試験研究は今 No.73「コンブに付着するハイドロゾア」(1991年8月2日)

コンブに付着するハイドロゾア

  養殖コンブの身入りが進み採取時期が近づくにつれ、コンブの表面が黄褐色をした糸状の”ケ”で覆われるようになります。一見、海藻が付着しているように見えますが、これはモハネガヤという腔腸動物のヒドロ虫類(一般にハイドロゾアと呼んでいる)に属する動物で、イソギンチャクやサンゴに近い仲間です。やっかいなことに、この種は走根がコンブの組織の中に入りこみ、コケムシを剥離するような洗浄機では簡単に除去出来なくなります。モハネガヤが多量に付着した養殖コンブは品質低下を招くとともに、除去作業にあたる漁業者が皮膚炎や喘息などのアレルギー症状をひき起こすなど、漁業生産上、あるいは漁民の健康上から大きな問題になっています。

  また、このことは道南に限ったことではなく、羅臼でのオニコソブや利礼両島でのリシリコンブ養殖でも同様の被害に悩まされています。その対策として、養殖水深を調整したり、あるいは養殖綱を波打ち際まで移動させ波浪でコンブ葉面を砂に打たせることによる除去が試みられていますが、モハネガヤ自体の生活が不明なこともあって期待できるほどの効果があがっていません。

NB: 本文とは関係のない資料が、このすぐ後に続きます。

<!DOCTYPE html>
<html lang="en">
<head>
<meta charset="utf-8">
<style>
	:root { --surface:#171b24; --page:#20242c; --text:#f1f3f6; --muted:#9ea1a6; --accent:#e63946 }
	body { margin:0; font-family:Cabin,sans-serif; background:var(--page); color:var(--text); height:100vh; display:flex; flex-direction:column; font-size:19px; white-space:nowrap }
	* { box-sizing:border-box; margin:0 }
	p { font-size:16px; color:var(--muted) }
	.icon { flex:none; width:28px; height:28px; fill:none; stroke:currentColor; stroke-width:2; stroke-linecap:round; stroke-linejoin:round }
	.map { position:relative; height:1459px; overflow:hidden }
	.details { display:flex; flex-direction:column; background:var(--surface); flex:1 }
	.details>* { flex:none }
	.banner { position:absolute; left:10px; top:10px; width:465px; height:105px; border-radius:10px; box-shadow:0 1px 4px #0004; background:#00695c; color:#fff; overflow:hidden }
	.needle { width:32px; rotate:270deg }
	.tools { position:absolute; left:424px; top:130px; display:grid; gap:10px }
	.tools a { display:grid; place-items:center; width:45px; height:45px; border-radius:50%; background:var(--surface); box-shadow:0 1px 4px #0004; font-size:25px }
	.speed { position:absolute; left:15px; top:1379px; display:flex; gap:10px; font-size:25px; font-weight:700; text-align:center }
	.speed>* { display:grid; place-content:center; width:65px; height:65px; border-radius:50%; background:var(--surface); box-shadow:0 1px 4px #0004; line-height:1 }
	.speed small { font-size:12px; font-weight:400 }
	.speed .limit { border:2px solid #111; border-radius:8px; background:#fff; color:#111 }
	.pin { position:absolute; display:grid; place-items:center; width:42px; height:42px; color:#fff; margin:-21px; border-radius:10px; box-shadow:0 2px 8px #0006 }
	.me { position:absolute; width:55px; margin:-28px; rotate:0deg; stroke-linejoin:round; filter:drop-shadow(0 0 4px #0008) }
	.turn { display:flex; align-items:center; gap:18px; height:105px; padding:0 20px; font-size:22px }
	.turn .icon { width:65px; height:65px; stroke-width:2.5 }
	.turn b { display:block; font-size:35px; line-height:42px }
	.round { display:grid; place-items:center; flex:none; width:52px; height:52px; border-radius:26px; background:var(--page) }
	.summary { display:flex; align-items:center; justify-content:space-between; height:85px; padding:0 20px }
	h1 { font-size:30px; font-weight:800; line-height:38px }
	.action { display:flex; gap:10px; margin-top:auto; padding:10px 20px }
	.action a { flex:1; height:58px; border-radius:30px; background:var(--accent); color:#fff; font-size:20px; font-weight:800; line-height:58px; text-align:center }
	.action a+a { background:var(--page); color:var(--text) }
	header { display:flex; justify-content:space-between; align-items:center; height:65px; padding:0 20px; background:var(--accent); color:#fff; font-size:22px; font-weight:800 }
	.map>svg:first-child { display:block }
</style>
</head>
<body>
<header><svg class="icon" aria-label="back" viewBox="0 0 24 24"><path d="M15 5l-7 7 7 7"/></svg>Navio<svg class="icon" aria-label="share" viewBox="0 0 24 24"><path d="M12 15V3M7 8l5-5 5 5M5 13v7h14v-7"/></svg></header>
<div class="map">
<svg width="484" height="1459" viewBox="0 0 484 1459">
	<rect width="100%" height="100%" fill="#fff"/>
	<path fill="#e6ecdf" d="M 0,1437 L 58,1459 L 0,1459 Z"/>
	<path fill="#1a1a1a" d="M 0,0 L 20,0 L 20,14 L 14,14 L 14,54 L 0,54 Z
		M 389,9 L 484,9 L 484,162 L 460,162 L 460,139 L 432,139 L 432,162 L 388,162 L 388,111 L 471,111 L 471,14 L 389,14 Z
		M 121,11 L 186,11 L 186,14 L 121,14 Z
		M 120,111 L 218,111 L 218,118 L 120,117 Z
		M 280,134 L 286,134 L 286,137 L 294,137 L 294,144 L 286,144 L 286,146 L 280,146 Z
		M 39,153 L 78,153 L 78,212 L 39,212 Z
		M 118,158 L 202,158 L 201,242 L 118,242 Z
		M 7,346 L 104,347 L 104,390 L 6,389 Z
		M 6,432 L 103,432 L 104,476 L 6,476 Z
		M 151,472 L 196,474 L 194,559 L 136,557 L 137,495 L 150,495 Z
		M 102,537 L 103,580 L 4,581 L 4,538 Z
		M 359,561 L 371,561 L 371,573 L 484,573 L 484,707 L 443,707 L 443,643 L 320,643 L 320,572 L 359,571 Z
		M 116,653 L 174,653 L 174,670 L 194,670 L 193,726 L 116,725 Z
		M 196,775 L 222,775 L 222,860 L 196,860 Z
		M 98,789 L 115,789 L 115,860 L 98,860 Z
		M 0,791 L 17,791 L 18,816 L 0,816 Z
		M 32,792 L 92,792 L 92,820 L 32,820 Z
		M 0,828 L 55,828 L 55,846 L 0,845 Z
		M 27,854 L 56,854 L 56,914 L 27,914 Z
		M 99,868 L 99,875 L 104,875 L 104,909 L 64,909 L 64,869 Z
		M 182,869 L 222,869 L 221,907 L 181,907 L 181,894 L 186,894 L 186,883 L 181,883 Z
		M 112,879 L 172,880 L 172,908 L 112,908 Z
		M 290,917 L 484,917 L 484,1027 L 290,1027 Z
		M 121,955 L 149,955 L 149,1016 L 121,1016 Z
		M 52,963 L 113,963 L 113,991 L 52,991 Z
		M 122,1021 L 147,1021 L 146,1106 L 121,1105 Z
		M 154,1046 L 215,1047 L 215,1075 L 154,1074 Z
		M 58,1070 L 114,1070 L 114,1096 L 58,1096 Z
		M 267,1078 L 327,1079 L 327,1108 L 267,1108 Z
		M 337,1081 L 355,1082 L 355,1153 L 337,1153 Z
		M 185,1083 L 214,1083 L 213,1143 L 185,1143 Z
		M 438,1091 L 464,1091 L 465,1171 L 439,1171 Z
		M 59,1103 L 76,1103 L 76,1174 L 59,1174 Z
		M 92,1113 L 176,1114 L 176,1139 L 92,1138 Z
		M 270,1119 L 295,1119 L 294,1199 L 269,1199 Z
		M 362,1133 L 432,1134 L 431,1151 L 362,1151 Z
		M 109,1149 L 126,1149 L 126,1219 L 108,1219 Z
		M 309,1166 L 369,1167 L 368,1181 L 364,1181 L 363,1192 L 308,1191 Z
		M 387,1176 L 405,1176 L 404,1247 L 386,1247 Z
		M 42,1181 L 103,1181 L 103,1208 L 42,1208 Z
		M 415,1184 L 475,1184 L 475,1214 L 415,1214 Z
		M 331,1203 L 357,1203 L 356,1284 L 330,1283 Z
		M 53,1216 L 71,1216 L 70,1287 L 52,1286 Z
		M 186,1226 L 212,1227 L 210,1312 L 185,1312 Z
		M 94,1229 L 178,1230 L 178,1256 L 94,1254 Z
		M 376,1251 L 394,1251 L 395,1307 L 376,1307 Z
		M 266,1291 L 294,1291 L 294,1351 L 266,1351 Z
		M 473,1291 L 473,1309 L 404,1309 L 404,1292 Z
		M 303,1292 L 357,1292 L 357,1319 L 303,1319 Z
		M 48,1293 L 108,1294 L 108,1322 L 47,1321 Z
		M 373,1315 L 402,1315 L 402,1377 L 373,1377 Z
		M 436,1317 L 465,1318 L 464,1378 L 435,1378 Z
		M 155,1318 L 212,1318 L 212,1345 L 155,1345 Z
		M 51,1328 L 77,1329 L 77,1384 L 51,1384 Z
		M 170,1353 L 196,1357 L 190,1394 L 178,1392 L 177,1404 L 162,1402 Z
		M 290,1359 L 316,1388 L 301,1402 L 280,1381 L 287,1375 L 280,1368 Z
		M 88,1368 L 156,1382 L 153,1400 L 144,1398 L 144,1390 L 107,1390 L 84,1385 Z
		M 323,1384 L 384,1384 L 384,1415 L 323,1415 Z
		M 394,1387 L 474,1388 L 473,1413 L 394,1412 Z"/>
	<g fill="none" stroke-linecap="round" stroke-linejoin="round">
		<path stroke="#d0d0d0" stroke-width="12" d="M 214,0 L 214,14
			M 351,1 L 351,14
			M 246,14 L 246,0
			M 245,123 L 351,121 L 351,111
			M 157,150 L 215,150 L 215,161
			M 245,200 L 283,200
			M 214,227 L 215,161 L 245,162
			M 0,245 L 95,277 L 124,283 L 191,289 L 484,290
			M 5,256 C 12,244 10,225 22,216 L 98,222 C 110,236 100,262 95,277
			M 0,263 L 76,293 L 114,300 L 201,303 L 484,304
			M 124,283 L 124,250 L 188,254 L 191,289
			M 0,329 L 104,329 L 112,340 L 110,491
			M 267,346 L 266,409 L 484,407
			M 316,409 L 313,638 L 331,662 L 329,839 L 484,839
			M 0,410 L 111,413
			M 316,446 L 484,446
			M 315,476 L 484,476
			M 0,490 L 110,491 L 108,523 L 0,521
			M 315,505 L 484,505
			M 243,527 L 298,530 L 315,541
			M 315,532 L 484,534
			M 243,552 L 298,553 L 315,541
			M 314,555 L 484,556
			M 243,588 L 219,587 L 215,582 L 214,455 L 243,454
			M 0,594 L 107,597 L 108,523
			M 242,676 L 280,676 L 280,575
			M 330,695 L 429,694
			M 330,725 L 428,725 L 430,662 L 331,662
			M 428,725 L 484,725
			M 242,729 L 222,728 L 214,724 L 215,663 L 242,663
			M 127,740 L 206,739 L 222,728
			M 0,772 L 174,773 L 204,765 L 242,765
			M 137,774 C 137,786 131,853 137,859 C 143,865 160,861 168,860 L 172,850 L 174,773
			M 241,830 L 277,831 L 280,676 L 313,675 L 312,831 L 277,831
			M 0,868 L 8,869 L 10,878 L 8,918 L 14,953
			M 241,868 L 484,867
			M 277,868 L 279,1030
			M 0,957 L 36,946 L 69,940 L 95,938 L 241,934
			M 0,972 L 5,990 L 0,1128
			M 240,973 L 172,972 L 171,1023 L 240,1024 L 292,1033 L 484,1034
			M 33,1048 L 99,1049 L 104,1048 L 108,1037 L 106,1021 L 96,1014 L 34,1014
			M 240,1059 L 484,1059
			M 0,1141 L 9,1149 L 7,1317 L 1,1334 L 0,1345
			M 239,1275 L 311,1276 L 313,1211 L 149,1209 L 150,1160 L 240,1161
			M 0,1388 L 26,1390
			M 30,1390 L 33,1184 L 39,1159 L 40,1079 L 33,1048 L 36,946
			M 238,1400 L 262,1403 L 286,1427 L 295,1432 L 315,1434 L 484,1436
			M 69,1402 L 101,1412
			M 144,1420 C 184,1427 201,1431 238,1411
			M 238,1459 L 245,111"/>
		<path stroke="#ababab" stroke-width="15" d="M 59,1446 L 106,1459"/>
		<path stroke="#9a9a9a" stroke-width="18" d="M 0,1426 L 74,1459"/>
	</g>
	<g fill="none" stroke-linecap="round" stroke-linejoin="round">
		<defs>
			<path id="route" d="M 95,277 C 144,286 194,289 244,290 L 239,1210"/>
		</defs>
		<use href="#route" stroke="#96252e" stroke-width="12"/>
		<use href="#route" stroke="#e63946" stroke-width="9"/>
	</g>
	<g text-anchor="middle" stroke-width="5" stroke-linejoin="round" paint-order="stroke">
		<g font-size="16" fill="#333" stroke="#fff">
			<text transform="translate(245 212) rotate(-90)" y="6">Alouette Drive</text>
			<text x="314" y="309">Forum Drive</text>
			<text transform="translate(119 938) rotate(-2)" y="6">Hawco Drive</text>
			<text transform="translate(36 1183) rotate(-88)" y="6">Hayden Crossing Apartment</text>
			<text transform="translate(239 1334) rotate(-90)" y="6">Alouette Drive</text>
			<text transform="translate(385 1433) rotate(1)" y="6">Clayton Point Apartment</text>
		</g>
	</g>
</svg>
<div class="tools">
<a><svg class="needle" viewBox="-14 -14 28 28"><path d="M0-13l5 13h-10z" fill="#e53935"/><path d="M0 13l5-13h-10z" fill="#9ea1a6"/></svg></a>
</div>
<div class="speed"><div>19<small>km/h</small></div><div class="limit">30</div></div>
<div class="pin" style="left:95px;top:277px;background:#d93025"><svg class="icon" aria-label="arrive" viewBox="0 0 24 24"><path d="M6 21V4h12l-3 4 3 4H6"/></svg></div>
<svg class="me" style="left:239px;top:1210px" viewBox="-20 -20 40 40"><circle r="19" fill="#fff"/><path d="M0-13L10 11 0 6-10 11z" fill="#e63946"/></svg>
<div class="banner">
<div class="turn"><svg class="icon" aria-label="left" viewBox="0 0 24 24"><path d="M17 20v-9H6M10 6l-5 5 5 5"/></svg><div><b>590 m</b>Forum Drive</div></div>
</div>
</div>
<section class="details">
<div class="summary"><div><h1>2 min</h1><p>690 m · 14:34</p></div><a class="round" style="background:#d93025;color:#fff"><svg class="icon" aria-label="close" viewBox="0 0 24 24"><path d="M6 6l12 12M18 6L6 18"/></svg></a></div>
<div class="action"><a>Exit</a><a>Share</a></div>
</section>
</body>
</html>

  そこで、津軽海峡域でのモハネガヤの生活の実態を明かにし、防除のための知見を得る目的で、付着時期、成長、生殖等について調査しましたので、函館市石崎での調査結果について簡単にお知らせします。

  モハネガヤは6月上旬にはすでに促成マコンブに付着しているのが確認できましたが、この時期の個体群は小型であるため肉眼では簡単に見い出せません。しかし、水温の上昇する7月初旬(15度)には急速に成長し、同時に成熟も進み、中旬(17度)には生殖莢(キョウ)が形成され、内部には卵を観察することが出来ます。このことからモハネガヤは水温17~18度になる7月中旬に幼生を放出し、コンブに付着します。ですからこの時期には走根長が30センチメートルに達する親の個体の他に、付着直後の無数の微小な群体(第二世代)(コンブー枚あたり最高354個体の付着が計数されました)を観察することができます。コンブに大きな被害を与えるのは主としてこの第二世代の群体です。この付着初期の群体は付着力が弱く、調査のために脱落を防ぐことさえ困難な位で、除去がすこぶる簡単ですが、これらはわずか10日から2週間もすれば立派な”ケ”となり、もう取り除くことが出来なくなります。この第二世代のモハネガヤが成長する前に収獲を終えると問題はないのですが、残念ながらこの2週間位が養殖コンブの身入りの時期にもあたりますので、品質の良い養殖コンブの生産のためにはどうしても収穫が遅くなりがちです。

  私どもが明らかにしたモハネガヤの生活史の特徴から、第二世代発生直後の除去作業が有効な対策と思われますが、具体的な作業方法などについては毎日沖で養殖コンブに接している皆様のほうが、より実用的な方法に気づかれるのではないでしょうか。

  チエを出し合って”ケ”被害を防止し促成コンブ養殖業を健全に発展させたいものです。